# Anyone watching Eastenders?



## AmandaB1971 (Feb 19, 2006)

Hi 

Just wondering if it's me or if anyone else thinks EE have gone too far tonight with the graphic storyline about Jason and Billy? 

I've switched it off because I think it's too gruesome and I think given that it's only 7.30 it's really bad and shouldn't have been allowed! 

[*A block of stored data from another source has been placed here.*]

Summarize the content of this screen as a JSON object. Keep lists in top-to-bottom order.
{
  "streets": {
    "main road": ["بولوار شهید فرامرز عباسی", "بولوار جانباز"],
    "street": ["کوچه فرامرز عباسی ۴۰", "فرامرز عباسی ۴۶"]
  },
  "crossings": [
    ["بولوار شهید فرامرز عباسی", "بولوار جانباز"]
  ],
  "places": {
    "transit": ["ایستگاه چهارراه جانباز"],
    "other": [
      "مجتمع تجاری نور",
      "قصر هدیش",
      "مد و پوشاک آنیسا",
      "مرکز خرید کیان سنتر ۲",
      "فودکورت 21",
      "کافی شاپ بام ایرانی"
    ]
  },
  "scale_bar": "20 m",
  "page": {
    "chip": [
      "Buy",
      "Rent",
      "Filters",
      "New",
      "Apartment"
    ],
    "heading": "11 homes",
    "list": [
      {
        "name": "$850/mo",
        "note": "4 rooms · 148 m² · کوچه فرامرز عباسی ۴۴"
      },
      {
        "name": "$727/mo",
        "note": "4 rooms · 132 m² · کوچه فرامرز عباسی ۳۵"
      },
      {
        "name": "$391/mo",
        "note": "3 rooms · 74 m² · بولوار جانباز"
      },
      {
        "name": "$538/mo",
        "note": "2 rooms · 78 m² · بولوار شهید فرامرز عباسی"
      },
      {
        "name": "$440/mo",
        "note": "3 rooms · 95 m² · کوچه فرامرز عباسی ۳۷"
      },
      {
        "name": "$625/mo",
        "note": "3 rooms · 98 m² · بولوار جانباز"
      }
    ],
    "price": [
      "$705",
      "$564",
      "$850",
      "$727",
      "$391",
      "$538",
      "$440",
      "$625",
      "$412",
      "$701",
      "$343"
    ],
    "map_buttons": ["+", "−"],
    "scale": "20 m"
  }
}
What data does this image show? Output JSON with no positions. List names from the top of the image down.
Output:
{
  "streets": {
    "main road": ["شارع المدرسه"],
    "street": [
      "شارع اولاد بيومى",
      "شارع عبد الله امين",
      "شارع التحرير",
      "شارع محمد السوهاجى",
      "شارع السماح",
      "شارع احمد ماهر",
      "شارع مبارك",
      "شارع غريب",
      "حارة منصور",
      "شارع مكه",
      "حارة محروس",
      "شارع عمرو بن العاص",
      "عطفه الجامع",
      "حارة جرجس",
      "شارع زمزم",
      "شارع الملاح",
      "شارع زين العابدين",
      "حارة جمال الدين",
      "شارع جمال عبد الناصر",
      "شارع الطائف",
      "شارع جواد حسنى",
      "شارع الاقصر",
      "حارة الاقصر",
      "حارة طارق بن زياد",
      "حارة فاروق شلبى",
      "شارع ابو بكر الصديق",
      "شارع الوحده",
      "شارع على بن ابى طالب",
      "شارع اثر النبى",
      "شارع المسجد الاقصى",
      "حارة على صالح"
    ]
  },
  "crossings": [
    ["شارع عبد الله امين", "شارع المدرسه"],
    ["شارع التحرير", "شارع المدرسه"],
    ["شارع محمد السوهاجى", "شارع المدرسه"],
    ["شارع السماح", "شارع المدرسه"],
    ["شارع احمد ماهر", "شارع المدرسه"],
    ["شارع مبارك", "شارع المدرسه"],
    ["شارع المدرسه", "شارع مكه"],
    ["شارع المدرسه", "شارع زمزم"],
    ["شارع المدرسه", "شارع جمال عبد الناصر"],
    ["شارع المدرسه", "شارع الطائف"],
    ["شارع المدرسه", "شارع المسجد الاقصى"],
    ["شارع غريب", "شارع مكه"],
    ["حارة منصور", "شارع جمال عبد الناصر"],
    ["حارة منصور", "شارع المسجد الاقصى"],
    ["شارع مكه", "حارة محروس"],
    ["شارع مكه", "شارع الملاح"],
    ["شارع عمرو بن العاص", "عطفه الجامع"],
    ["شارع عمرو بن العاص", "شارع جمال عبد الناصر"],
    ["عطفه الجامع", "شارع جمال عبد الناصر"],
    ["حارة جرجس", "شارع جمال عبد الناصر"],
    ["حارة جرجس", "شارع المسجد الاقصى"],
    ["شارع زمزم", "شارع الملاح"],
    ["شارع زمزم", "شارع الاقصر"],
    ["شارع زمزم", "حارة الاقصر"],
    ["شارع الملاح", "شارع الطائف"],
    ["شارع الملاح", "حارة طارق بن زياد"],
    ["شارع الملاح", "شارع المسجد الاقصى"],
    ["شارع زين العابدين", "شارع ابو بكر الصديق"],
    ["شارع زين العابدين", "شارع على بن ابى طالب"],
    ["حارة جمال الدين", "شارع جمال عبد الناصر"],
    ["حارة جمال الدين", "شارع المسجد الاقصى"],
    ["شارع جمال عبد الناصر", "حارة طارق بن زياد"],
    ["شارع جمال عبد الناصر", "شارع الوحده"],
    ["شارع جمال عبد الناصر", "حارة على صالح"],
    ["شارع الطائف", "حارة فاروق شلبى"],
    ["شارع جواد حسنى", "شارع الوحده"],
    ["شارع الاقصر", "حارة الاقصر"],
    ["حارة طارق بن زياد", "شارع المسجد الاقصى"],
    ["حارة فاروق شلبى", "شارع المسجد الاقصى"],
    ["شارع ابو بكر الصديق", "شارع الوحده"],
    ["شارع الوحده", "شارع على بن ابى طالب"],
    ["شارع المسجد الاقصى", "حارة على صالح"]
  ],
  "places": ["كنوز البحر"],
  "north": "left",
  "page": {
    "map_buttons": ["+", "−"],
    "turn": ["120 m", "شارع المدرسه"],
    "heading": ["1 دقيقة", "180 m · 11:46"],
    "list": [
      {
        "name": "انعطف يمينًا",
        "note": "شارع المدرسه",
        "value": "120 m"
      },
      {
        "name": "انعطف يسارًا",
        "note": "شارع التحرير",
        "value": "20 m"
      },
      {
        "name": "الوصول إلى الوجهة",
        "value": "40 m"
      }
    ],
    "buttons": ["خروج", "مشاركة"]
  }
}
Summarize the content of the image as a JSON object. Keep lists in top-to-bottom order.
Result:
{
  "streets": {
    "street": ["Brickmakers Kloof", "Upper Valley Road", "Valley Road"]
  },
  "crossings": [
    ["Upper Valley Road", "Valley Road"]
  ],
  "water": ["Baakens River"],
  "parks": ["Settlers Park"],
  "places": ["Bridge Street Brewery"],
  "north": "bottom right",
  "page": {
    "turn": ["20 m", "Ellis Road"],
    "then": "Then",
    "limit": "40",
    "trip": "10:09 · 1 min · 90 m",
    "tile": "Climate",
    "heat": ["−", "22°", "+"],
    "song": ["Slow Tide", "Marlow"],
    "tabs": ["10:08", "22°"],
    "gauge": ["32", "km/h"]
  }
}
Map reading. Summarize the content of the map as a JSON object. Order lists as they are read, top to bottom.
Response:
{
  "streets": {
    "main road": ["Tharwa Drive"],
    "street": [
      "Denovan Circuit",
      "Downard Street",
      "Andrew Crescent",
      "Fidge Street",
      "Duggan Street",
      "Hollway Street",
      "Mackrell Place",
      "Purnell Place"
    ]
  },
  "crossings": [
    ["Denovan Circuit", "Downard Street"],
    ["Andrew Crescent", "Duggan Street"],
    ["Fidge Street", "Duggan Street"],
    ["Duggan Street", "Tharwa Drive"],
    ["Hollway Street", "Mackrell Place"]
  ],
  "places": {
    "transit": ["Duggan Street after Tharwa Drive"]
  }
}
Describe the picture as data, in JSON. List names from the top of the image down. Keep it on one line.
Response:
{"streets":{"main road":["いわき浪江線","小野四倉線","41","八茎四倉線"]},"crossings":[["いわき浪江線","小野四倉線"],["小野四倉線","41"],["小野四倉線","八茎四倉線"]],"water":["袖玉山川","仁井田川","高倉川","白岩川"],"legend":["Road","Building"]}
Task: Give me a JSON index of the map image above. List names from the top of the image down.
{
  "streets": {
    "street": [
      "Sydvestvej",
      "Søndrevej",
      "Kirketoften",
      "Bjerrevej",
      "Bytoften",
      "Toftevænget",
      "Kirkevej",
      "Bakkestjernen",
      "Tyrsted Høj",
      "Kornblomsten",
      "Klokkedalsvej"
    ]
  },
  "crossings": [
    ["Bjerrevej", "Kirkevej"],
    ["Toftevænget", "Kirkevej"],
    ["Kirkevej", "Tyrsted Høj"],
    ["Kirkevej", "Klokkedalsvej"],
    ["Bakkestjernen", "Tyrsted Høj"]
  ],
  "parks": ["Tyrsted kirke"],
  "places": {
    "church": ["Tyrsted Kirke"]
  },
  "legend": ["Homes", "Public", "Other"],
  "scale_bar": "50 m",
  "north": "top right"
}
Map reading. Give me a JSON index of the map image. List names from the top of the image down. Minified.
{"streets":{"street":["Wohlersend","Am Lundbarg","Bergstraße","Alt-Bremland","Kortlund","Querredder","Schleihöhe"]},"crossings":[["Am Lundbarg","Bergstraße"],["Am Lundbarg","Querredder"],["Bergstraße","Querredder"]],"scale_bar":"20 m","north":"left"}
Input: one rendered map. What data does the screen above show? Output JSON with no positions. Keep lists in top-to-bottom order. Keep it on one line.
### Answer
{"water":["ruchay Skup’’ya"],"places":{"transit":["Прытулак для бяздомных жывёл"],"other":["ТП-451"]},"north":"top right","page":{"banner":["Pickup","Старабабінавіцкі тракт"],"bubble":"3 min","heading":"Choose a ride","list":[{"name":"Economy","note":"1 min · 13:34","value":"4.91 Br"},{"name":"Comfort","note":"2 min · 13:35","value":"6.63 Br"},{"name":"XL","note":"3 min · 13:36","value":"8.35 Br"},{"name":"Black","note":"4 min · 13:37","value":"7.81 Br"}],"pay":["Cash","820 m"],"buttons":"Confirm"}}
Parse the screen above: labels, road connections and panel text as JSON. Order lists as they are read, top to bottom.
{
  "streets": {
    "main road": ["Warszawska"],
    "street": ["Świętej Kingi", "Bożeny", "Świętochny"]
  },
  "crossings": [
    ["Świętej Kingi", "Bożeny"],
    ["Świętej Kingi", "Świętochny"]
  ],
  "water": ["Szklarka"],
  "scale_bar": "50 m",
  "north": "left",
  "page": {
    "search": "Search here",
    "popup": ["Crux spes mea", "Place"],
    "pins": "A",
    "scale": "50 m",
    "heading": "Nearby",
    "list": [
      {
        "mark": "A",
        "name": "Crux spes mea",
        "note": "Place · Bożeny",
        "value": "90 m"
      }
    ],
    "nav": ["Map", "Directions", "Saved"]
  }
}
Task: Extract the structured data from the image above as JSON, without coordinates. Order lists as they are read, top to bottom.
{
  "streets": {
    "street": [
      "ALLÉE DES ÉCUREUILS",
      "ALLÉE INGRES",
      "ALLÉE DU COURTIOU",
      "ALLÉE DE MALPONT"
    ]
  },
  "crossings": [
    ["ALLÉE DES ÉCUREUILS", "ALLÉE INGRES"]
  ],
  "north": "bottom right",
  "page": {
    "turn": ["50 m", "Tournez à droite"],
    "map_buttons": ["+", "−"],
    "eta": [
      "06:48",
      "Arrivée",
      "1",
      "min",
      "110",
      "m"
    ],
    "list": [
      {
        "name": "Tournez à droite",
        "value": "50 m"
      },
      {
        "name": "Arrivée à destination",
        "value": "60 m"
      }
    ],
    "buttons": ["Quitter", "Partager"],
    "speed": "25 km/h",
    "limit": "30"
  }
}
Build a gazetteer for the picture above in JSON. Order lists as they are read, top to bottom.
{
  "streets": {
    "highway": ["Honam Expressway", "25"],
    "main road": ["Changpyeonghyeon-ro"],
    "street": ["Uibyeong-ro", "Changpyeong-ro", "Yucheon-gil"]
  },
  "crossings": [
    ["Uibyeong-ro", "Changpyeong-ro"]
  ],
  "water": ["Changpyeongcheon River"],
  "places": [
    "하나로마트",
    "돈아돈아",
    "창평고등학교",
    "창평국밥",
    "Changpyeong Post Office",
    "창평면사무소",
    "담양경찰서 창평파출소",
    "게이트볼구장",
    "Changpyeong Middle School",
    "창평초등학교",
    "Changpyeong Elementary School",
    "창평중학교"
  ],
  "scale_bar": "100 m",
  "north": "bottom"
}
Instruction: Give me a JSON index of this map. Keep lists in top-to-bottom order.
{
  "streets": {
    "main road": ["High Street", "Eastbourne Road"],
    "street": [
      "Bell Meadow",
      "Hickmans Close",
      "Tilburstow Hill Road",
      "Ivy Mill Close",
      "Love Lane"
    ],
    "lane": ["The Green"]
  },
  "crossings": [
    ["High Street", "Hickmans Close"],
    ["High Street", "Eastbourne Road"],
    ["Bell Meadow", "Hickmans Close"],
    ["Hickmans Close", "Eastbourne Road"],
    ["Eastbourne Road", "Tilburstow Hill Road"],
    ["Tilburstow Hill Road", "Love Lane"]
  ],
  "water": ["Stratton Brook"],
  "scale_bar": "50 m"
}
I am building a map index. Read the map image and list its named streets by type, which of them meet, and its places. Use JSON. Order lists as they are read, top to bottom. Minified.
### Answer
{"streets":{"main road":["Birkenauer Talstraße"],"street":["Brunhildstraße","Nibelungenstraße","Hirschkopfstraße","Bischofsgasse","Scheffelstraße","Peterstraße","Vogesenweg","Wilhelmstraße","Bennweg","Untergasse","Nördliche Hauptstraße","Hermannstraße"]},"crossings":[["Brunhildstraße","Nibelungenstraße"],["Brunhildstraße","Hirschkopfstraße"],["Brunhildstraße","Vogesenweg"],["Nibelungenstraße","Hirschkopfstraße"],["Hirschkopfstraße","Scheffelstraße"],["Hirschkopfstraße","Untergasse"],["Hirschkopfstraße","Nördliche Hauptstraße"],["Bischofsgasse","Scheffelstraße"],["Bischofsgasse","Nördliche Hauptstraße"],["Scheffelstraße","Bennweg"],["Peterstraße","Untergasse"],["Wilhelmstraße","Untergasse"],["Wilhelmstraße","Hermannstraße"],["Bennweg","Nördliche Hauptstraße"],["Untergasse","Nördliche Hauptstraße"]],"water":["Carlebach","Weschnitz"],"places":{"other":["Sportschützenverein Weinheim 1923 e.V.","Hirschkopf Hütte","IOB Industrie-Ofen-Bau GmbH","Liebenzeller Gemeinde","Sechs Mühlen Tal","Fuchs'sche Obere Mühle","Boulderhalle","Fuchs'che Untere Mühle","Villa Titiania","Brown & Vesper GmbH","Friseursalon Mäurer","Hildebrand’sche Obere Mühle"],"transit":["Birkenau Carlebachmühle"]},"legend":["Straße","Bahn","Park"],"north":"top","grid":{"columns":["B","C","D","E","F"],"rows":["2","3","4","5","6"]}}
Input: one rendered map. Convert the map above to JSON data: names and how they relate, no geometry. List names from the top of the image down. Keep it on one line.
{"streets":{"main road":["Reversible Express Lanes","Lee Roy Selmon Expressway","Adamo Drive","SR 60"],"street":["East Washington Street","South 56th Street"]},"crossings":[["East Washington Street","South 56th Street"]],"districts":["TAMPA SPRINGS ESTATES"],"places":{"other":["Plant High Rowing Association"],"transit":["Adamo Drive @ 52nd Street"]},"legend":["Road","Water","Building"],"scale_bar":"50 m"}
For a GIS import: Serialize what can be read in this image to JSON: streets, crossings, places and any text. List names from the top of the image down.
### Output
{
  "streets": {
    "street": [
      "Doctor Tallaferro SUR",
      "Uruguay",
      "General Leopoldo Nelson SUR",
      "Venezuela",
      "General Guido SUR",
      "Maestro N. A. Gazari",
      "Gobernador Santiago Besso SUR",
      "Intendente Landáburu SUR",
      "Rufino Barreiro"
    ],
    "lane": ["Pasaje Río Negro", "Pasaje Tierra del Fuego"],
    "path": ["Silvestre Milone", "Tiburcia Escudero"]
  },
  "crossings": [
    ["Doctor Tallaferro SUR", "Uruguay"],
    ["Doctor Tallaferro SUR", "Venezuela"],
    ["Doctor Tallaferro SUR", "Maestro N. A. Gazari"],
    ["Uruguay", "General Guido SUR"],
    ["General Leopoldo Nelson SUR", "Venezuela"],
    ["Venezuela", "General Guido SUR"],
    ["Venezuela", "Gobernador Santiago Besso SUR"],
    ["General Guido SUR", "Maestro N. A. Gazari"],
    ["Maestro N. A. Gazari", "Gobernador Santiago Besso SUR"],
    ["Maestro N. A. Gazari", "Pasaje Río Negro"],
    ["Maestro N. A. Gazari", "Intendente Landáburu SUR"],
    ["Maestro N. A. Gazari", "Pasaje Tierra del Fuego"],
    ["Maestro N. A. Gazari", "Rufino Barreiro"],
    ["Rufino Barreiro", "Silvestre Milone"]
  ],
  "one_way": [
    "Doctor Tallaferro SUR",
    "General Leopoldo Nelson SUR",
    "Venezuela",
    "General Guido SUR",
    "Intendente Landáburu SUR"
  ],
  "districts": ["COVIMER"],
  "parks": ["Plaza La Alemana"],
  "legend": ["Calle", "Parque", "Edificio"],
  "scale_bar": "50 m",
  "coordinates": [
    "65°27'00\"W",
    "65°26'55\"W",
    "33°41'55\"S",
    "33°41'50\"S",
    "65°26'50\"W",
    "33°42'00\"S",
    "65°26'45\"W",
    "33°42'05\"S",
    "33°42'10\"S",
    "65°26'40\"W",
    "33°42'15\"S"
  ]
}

What does anyone else think?

Axxxxxxxx


----------



## Bels (Aug 21, 2004)

Amanda,

It wasn't too bad ... no worse than Holby City in terms of blood ... and no violence.  Actually I thought it was one of the better episodes in a long time ...

Bels x


----------



## LizzyM (Feb 12, 2007)

It made me feel sick to be honest!!
I dont like things like that and i    like a baby at the end!
Maybe a bit much for 7.30pm


----------



## Tina xx (Aug 30, 2006)

I'm sorry, but it's going to be a really sad episode tomorrow


----------



## AmandaB1971 (Feb 19, 2006)

LizzyM said:


> It made me feel sick to be honest!!
> I dont like things like that and i   like a baby at the end!
> Maybe a bit much for 7.30pm


Me too.  I hated to hear Jay in the back of that van screaming and shouting for his Dad, it was horrible.

I'm gonna give it a wide berth for a while longer til it's all settled down,

Axxxxx


----------



## Tina xx (Aug 30, 2006)

To be honest I don't watch the soaps anymore, bit fed up of no happy endings. I know that it's supposed to reflect real life, but do they think that no one ends up happy


----------